To screen or not to screen? Here’s what you need to know about prostate cancer, and why screening for it is such a personal choice. Prostate cancer is one the most common cancers among males. According to the American Cancer Society (ACS), about one in nine men will be diagnosed with prostate cancer during his lifetime. Luckily, this type of cancer can grow slowly, and most men diagnosed with prostate cancer do not die from it; according to ACS, it has the best survival rate among all cancers.
First of all, what exactly is a prostate?
The prostate, a walnut-sized gland located directly below the bladder and in front of the rectum, is part of the male reproductive system that produces secretions to protect sperm.
What are the risk factors?
In addition to a family history of prostate cancer, age is a key risk factor. The older a man is, the higher his risk is of developing prostate cancer. Men in their 40s have a risk of just one in 200,000, while it jumps to 12 per 100,000 in their early 50s; men in their 60s have a 12 out of 10,000 chance of being diagnosed with prostate cancer. In addition, African-American males are at higher risk of developing the disease.
Diet and lifestyle can also play a role. People who are obese, eat excessive amounts of meat or food high in animal fat, men who began having sex at an early age, have a history of sexually-transmitted diseases or multiple sexual partners, also have an increased risk of prostate cancer. A healthy lifestyle, with lower meat consumption, therefore, goes a long way in helping to prevent prostate cancer and other types of cancer.
To screen or not to screen?
This is a controversial question when it comes to this type of cancer, particularly because it’s normally slow to develop and is often without symptoms. In fact, because most cases are slow-growing, it’s possible that many men will die from other ailments without ever realising they even have prostate cancer.
“There are different camps for and against prostate cancer screening.
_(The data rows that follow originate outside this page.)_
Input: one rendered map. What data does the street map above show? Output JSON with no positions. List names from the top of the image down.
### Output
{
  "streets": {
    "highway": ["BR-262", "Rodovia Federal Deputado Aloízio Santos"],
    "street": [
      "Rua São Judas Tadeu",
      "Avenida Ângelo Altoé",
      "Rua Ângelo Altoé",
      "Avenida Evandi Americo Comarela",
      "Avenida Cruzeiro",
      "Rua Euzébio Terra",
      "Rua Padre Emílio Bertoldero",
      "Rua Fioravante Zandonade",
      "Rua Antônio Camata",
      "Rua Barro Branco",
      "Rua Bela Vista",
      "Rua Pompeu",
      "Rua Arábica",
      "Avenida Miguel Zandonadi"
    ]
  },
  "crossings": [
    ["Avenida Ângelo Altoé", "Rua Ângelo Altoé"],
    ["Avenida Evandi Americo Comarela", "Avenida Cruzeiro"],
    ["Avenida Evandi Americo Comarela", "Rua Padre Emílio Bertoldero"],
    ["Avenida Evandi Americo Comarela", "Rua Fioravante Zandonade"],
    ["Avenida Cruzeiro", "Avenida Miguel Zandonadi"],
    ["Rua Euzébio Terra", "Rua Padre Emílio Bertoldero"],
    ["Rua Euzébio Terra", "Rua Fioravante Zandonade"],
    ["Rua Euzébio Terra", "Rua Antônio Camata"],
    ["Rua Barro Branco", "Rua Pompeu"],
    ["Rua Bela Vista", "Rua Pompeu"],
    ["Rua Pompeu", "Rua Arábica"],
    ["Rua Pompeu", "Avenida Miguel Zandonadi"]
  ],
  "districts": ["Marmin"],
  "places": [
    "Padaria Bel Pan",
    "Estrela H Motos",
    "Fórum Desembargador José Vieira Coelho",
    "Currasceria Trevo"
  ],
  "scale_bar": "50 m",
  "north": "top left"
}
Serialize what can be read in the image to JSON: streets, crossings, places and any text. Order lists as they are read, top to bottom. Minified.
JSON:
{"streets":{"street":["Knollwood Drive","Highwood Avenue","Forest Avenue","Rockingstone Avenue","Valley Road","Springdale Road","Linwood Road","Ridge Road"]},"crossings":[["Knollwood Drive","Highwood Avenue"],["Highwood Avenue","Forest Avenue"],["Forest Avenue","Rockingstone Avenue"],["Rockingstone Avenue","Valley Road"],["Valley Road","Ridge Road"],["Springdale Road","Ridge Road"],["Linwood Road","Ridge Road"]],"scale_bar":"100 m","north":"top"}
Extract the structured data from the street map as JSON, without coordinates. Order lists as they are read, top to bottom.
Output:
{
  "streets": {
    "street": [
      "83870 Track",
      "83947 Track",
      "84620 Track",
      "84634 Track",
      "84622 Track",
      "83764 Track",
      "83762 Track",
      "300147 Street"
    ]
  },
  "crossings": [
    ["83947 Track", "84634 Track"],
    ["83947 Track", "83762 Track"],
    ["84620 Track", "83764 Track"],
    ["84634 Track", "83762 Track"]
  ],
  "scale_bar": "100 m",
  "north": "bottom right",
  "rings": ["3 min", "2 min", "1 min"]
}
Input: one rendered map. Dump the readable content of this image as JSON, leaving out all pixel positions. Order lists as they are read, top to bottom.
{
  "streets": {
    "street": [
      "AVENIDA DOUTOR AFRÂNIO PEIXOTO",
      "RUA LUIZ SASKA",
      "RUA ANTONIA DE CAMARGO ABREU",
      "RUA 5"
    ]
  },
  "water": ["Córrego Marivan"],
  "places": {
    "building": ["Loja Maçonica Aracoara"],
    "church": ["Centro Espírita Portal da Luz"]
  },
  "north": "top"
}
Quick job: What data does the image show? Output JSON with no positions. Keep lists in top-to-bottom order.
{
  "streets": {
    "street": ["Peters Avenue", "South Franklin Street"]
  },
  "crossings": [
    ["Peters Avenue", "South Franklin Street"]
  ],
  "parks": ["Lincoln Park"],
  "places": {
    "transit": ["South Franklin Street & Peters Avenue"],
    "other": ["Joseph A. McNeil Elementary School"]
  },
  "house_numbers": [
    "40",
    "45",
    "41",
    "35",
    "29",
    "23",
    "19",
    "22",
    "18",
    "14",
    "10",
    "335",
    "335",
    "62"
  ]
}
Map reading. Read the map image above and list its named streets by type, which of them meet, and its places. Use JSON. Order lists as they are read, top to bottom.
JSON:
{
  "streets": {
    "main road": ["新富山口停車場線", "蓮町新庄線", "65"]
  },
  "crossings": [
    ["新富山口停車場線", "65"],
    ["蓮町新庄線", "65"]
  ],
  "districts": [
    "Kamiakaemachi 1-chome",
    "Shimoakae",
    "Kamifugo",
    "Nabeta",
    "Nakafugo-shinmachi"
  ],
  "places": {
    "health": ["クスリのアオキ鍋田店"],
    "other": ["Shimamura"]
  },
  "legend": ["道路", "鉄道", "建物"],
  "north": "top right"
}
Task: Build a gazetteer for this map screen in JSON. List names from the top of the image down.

According to Singapore’s Ministry of Health cancer screening guidelines, there is insufficient data to support prostate cancer screening in our local population,” says Dr Zee Ying Kiat, Senior Consultant in Medical Oncology at Parkway Cancer Centre. “Instead, doctors may adopt a shared approach to decision-making for male patients who express an interest in prostate cancer screening. Men who are between 50 and 75 years old may be offered screening for prostate cancer after discussing both the potential benefits and risks associated with the screening, whereas men who may be at higher risk, such as those with strong family histories of prostate cancer, for example, may be offered screenings at an earlier age.”
Those in favour of testing for prostate cancer argue that early detection outweighs any discomfort and stress involved. Screenings may include a digital rectal examination (DRE) or a prostate-specific antigen (PSA) test, which is the most common initial assessment for this type of cancer. The PSA test examines the level of PSA – a protein produced by the cells in the prostate gland – in one’s blood; the higher the level, the more likely cancer is present, although other factors may cause elevated PSA readings, too. If cancer is suspected, a transrectal ultrasound or prostate biopsy – removal of sample tissue – may be done for further evaluation.
Some people, however, feel that testing for prostate cancer does more harm than good, since this kind of cancer is often not life threatening. For instance, men may go through unnecessary follow-up tests, biopsies and other treatments, and could experience anxiety over a false-positive PSA test. It really comes down to personal choice, and is something that should be discussed with your healthcare professional.
Early prostate cancer often does not cause any symptoms. However, Dr Zee says that more advanced prostate cancers can sometimes cause symptoms such as:
- Problems passing urine, including frequent urination – especially at night – painful urination, and difficulty starting and maintaining a steady flow of urine.
- Blood in one’s urine.
- Pain in the hips, spine, ribs or other areas from cancer that has spread to the bones.
- Weakness or numbness in the legs or feet, or even loss of bladder or bowel control from cancer pressing on the spinal cord.
Dr Zee also notes that other conditions can also cause similar symptoms. For example, trouble with passing urine is more often caused by benign prostatic hyperplasia (BPH) than prostate cancer. Still, he says, it’s important to tell your doctor if you have any of these problems so that the cause can be found and treated, if needed.
In some cases, because prostate cancer may take many years to progress, doctors may choose to simply monitor the tumour rather than treat it immediately. This is because treatment depends on factors such as the stage of the cancer, symptoms, age, and the general health of the patient. The development of a treatment plan by a multi- disciplinary team – including surgeons, pathologists, radiologists, medical and radiation oncologists, radiologists, social workers and nurses – to diagnose, treat and manage the condition has shown to improve the outcome for patients with cancer. Some treatment options may include the surgical removal of the prostate gland, radiation therapy, hormonal therapy and chemotherapy. It really depends on how aggressive the cancer is, and whether or not the cancer is localised or has spread.
Of course, every case is distinct, and treatment options must be customised to the individual. Each option has its advantages and disadvantages, and should be discussed with a healthcare professional.